The way I see it, thanks to the internet, our society has been reshaping itself because information can be easily accessed and shared. Topics like sex and drugs no longer seem to be as taboo as they once were and younger generations are exposed to more much sooner and more vividly (I mean, all you have to do is google it). One’s twitter followers and/or buzz on Instagram and Facebook seems to determine social status nowadays. Thanks to a description of the play I had read beforehand, I reluctantly walked into the Lucille Lortel Theatre under the impression that Small Engine Repair would be like watching the setup of a gay porno. I was rather pleased that it turned out to be a whimsical depiction of current events, focusing on the evolution of the average American life through the growth of technology. I found it resembled a modern That 70's Show with a fun murder plot twist.

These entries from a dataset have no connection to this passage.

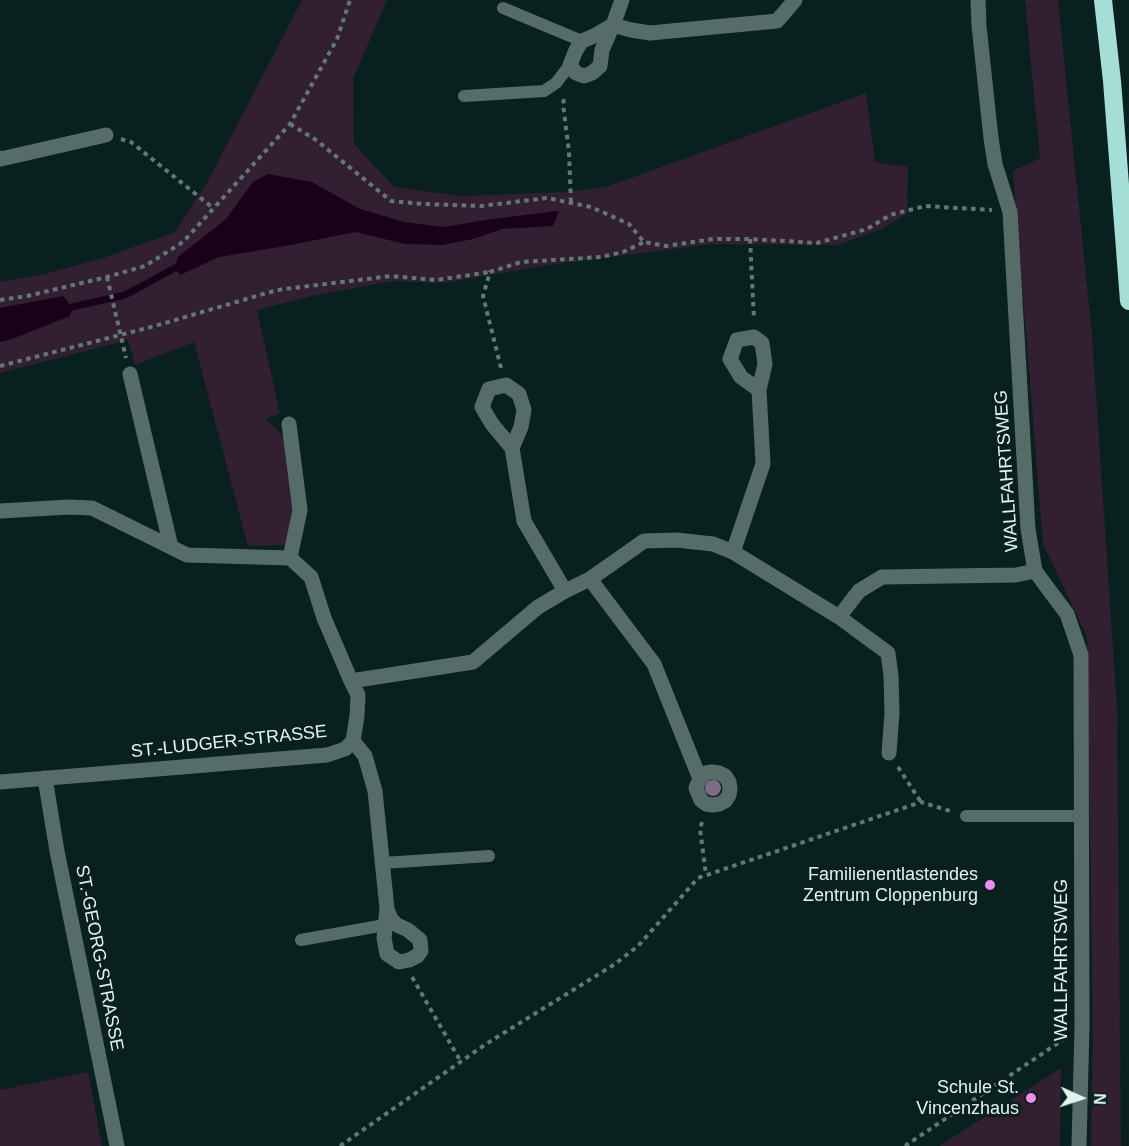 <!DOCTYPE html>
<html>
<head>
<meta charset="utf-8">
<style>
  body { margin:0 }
  #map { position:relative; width:1129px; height:1146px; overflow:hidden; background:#08211e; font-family:Arial,sans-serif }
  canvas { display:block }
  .north { position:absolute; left:1051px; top:1068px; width:60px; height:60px; -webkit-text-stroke:4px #08211e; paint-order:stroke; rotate:93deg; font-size:16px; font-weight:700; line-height:24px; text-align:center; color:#e4f3f0 }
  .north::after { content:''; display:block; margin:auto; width:21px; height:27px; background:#e4f3f0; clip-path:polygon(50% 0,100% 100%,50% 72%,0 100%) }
</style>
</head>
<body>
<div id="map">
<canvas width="1129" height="1146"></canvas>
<div class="north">N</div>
</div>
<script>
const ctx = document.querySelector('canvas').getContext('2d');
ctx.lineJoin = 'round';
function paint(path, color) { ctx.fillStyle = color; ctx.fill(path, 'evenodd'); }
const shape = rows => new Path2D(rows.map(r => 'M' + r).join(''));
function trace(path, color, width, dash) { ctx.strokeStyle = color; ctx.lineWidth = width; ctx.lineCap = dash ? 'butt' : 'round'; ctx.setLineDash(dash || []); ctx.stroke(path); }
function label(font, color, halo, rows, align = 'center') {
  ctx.font = font + ' Arial,sans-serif'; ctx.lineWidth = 6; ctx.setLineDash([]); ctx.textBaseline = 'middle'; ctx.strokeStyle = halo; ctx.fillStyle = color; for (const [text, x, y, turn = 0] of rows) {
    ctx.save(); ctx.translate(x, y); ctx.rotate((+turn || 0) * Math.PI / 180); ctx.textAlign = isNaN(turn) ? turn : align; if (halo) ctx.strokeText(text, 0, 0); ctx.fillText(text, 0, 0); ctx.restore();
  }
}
paint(shape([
  [302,0,387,0,353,79,354,144,394,187,461,196,566,192,606,187,866,93,875,162,908,167,907,214,879,230,838,245,712,244,548,265,444,283,393,281,312,296,257,310,280,413,266,419,285,438,293,511,286,545,248,546,194,342,135,365,128,340,0,373,0,282,45,274,106,257,175,232,208,181],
  [1025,0,1058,0,1092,335,1117,708,1121,1146,1091,1146,1093,1019,1087,636,1043,544,1013,171,1040,158],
  [1061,1068,1060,1146,939,1146],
  [88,1072,102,1146,0,1146,0,1090]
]), '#321f32');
paint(shape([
  [268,174,312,182,360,209,404,222,444,227,492,219,559,211,553,226,502,229,473,239,443,245,405,244,355,232,291,245,219,257,180,275,175,268,178,257,226,219,253,182],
  [63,296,72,307,70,316,12,339,0,342,0,308]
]), '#190219');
trace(shape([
  [72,307,125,295,175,268]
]), '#190219', 7);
trace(shape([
  [564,99,563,104,569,152,571,203],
  [290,124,316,140,391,201,423,204,481,206,547,198,591,207,629,224,644,242,666,246,713,239,750,239,817,243,867,229,890,215,925,206,992,210],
  [121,139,131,142,213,208],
  [750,239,754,319],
  [107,277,126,358],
  [0,300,27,296,107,277,145,266,183,242,290,124,337,39,350,0],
  [0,366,155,326,277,290,391,276,436,280,490,272],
  [501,368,483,296,490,272,521,262,601,257,623,252,644,242],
  [898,767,921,802],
  [702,822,700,829,706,875],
  [412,977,461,1062],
  [340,1146,486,1044,615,964,638,946,698,878,921,802,950,811],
  [905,1146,1064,1039]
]), '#637875', 4, [4.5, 4.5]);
trace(shape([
  [503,8,582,41],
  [464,96,544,91,556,83,570,65],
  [966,816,1081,816],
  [383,863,489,856],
  [301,940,385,925]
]), '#566c68', 12);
trace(shape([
  [622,0,613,25,602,50,600,66,592,73,584,76,576,73,570,65,576,50,582,41,594,36,613,25,631,30,650,33,777,21,795,0],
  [978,0,979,26,991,138,995,164,1010,212,1028,529,1035,571,1067,614,1081,655,1082,1027,1079,1146],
  [0,158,1,159,106,135],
  [130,374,171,547],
  [289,424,300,510,290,558,311,577,324,618,351,681],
  [512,448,492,424,482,407,489,389,506,385,519,394,524,410,521,427,512,448,524,521,565,591],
  [0,511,69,507,92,508,187,555,290,558],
  [733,552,763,464,759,390,765,364,762,343,754,337,737,340,730,359,741,377,759,390],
  [590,579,654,664,700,779,696,788,701,800,706,804,713,805,719,804,725,801,729,795,730,789,729,782,725,776,719,773,712,772,706,773,700,779],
  [839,617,888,653,891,676,892,713,889,753],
  [353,741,365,756,375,791,387,909,384,938,387,954,399,962,409,960,417,956,421,951,420,940,408,930,397,925,391,919,387,909],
  [45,778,57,851,117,1146],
  [0,782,327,755,345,749,353,741,357,716,358,695,351,681,473,662,538,607,565,591,590,579,644,541,676,540,713,544,733,552,839,617,859,591,882,577,1016,575,1035,571]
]), '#566c68', 15);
trace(shape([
  [1103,0,1112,81,1129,301]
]), '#a5ded6', 18);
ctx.fillStyle = '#7e6d88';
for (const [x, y] of [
  [713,788]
]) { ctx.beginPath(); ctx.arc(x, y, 8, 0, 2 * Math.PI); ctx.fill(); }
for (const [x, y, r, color] of [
  [990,885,6,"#f28af3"],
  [1031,1098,6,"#f28af3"]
]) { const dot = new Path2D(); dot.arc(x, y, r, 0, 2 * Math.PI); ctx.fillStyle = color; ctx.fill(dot); trace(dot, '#08211e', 2); }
label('18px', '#e4f3f0', '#08211e', [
  ["WALLFAHRTSWEG",1007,471,-94],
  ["ST.-LUDGER-STRASSE",229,742,-6],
  ["ST.-GEORG-STRASSE",99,958,79],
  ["WALLFAHRTSWEG",1062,960,-90]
]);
label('18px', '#e4f3f0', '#08211e', [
  ["Familienentlastendes",978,875],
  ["Zentrum Cloppenburg",978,896],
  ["Schule St.",1019,1088],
  ["Vincenzhaus",1019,1109]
], 'right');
</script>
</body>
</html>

Small Engine Repair was almost like witnessing a juxtaposition of placing my father’s generation around my generation and gluing them together with alcohol - not the ideal mix. Every time I go and see an original Off-Broadway show I understand more that theatre is not at all outdated, over exaggerated, too artsy or poetic - which is what I once believed it to be.
I sat down among an audience much older than I am. I was surprised that the show seemed equally relatable to all of us. Small Engine Repair took aspects of current issues such as cyber bullying, social media, and keeping up with the latest technology. I felt comfortable. Theatre can be like witnessing any possible situation of today’s times, much like a watching a live sitcom. There is something about being able to witness a depiction of everyday life for me and how what is normal to me can impact the people around me so differently.